SAN DIEGO — Attorneys for Donald Trump and a Southern California yoga instructor dueled in court Friday over whether the yoga instructor should be allowed to withdraw from a federal class-action lawsuit that says Trump University fleeced students with unfilled promises to teach secrets of success in real estate.

After about an hour of arguments, U.S. District Judge Gonzalo Curiel said he would rule in about a week. If Tarla Makaeff is allowed to withdraw, three plaintiffs would remain in the six-year-old case as it nears trial.

Makaeff, who didn’t appear at the hearing, has suffered health problems that were not disclosed in court or to Trump’s attorneys. Rachel Jensen, one of her attorneys, noted that Makaeff has been derided during the presidential campaign.

“I don’t think anyone could have anticipated a year ago where we would find ourselves,” Jensen said.

Daniel Petrocelli, an attorney for Trump, said Makaeff was the centerpiece of his trial strategy and that he would have to completely overhaul his approach if she withdrew. Makaeff, who was deposed four times for a total of nearly 16 hours, made statements that “not only undermine but refute the basic claims in the case,” he said.

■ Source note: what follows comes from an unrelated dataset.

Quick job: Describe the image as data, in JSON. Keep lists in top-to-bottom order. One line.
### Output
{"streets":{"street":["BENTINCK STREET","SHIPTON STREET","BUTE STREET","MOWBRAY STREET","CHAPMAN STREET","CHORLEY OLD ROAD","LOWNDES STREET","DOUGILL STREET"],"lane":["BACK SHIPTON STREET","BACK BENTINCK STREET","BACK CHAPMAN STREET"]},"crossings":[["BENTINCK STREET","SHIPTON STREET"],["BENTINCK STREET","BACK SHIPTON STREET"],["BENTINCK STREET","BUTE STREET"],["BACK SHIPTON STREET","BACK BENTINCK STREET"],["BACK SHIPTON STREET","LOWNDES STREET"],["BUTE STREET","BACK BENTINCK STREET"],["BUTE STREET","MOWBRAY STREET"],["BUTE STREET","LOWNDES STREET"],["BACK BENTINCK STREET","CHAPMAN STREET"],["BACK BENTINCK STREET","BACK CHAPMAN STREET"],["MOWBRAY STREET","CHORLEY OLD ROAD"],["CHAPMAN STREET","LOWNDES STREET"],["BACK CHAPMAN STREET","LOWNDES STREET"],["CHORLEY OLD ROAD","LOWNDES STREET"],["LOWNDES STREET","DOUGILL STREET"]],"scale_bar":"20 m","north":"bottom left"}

The skirmish in one of three lawsuits against Trump University came as the stage was being set for trial, possibly in August. A trial date has not been set, but a final pretrial conference is scheduled for May 6 and Trump appears on a list of defense witnesses who may testify.

On Friday, the judge asked both sides about the wisdom of holding a trial between the Republican convention and the general election. Petrocelli said he would oppose an August trial if Trump is the party nominee, while Jason Forge, an attorney for the plaintiffs, suggested a June date.

“This will be a zoo if it were to go to trial,” said Petrocelli, who worked on the wrongful-death civil suit against O. J. Simpson and the criminal case against Enron executive Jeffrey Skilling.

The lawsuit says Trump University, which no longer operates and wasn’t accredited, gave seminars and classes that were like infomericals, constantly pressuring students to buy more and failing on its promise to teach them success in real estate.

Trump has repeatedly pointed to a 98 percent satisfaction rate on internal surveys.